[Dataset entries]
--

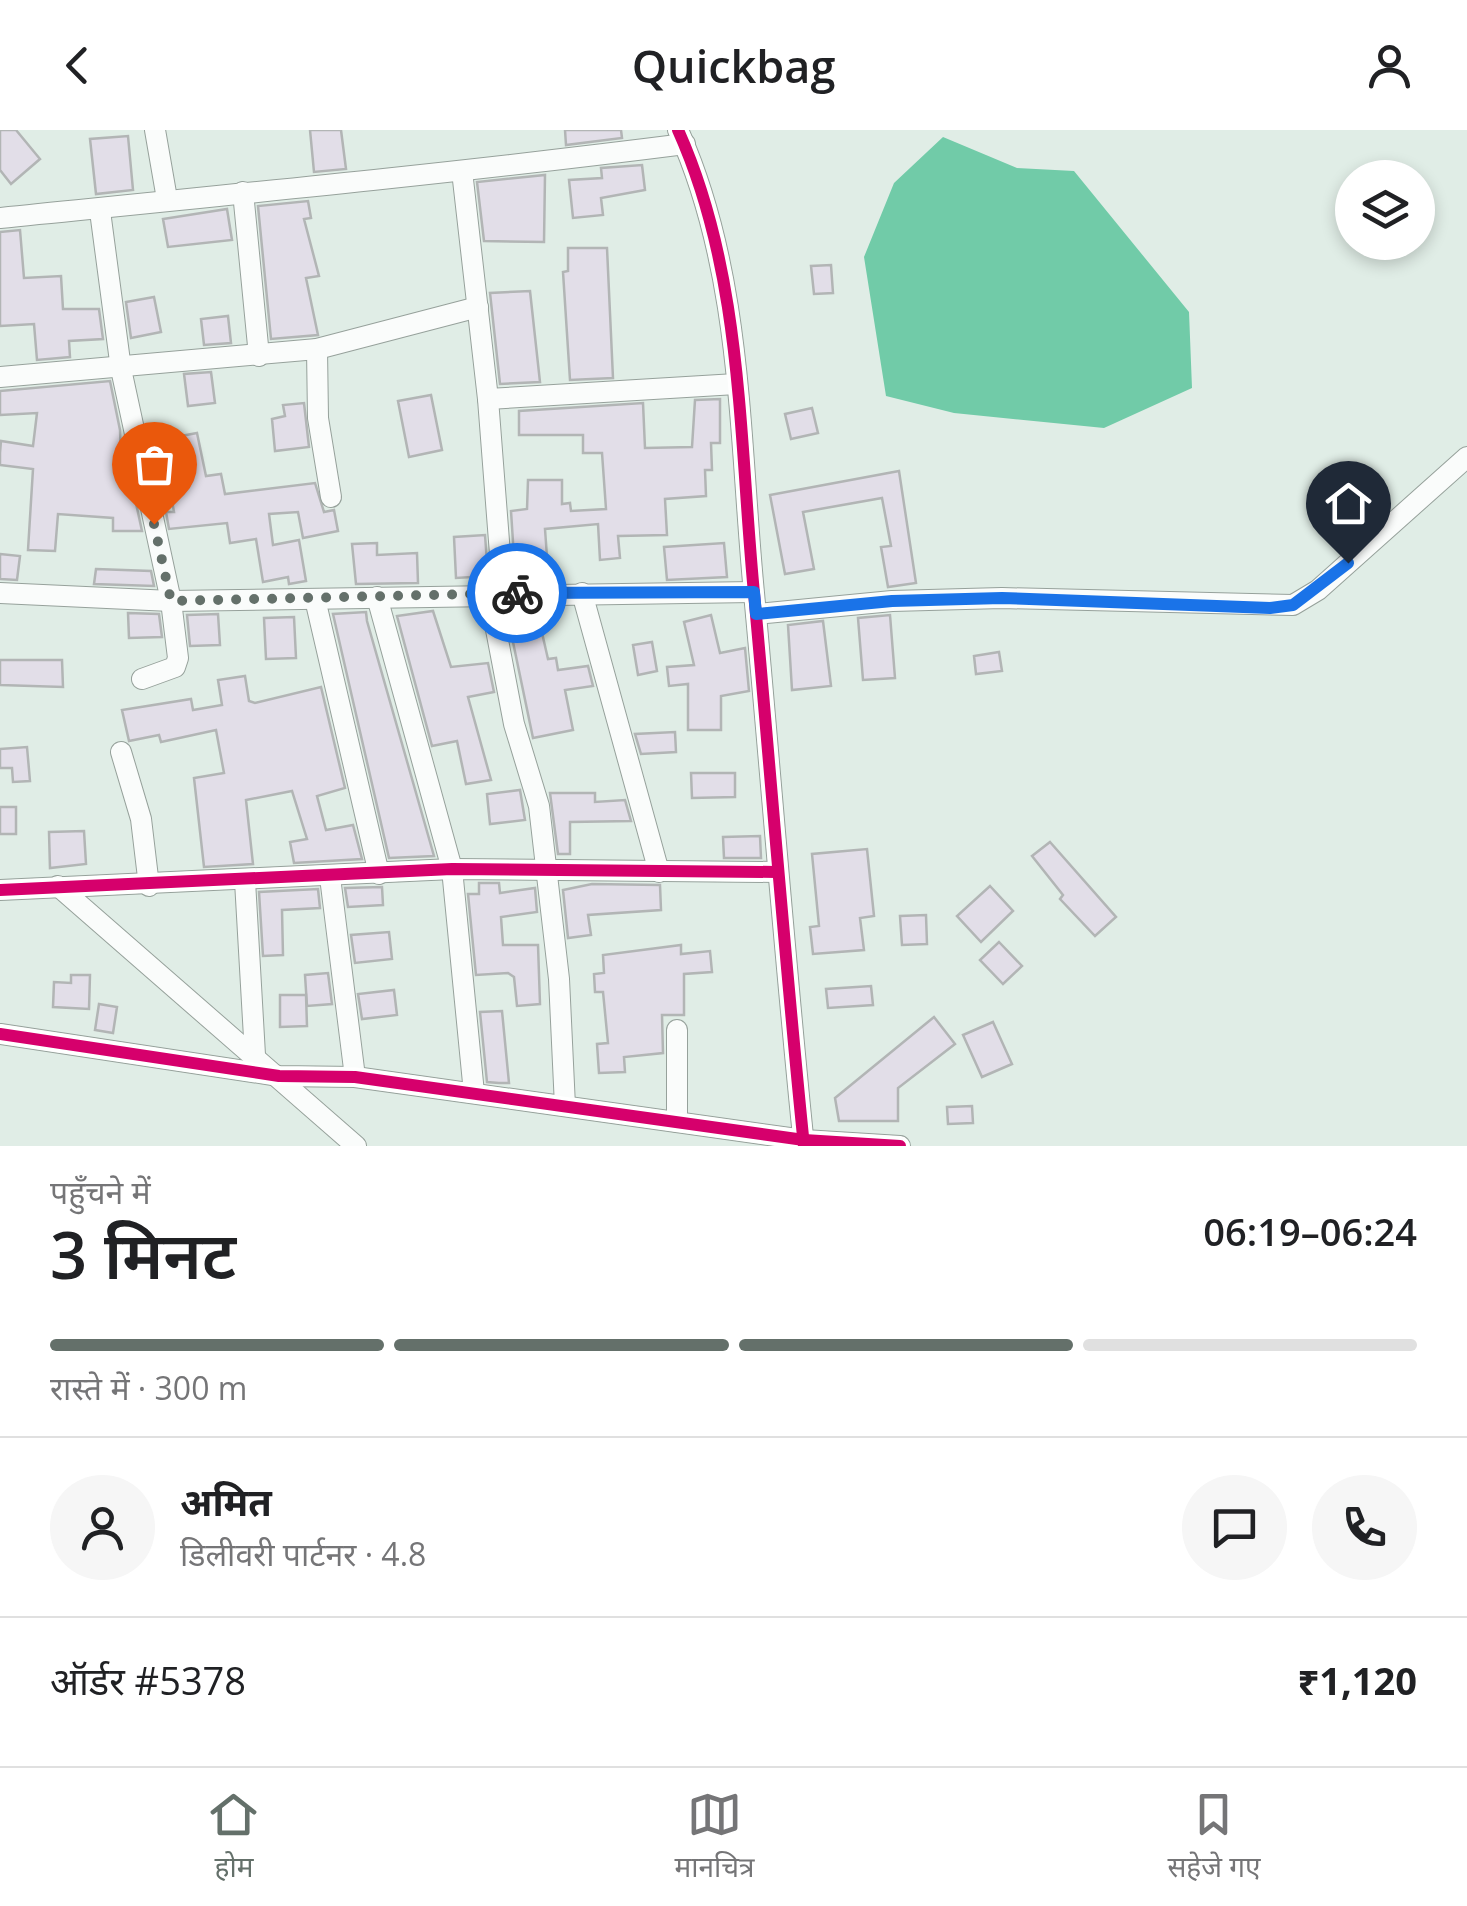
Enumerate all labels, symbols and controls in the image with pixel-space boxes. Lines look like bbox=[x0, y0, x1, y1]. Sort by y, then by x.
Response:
text: Quickbag bbox=[632, 35, 835, 96]
icon: back bbox=[50, 38, 105, 93]
icon: person bbox=[1362, 38, 1417, 93]
map controls bbox=[1335, 160, 1435, 260]
button: layers bbox=[1335, 160, 1435, 260]
pin bbox=[112, 422, 197, 525]
icon: bag bbox=[127, 437, 182, 492]
pin bbox=[1306, 461, 1391, 564]
icon: home bbox=[1321, 476, 1376, 531]
courier bbox=[467, 543, 567, 643]
icon: bike bbox=[490, 566, 545, 621]
text: पहुँचने में bbox=[50, 1170, 151, 1213]
text: 06:19–06:24 bbox=[1203, 1205, 1417, 1257]
text: 3 मिनट bbox=[50, 1210, 236, 1298]
text: रास्ते में · 300 m bbox=[50, 1366, 247, 1409]
button: person bbox=[50, 1475, 155, 1580]
text: अमित bbox=[180, 1475, 272, 1527]
button: chat bbox=[1182, 1475, 1287, 1580]
button: phone bbox=[1312, 1475, 1417, 1580]
text: डिलीवरी पार्टनर · 4.8 bbox=[180, 1532, 426, 1575]
text: ऑर्डर #5378 bbox=[50, 1654, 246, 1706]
text: ₹1,120 bbox=[1298, 1654, 1417, 1706]
tab: होम bbox=[206, 1787, 261, 1888]
tab: मानचित्र bbox=[674, 1787, 754, 1888]
tab: सहेजे गए bbox=[1167, 1787, 1261, 1888]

--

What the task requires: Check every line above for the string "controls", and copy the ones that have it.

Written answer:
Enumerate all labels, symbols and controls in the image with pixel-space boxes. Lines look like bbox=[x0, y0, x1, y1]. Sort by y, then by x.
map controls bbox=[1335, 160, 1435, 260]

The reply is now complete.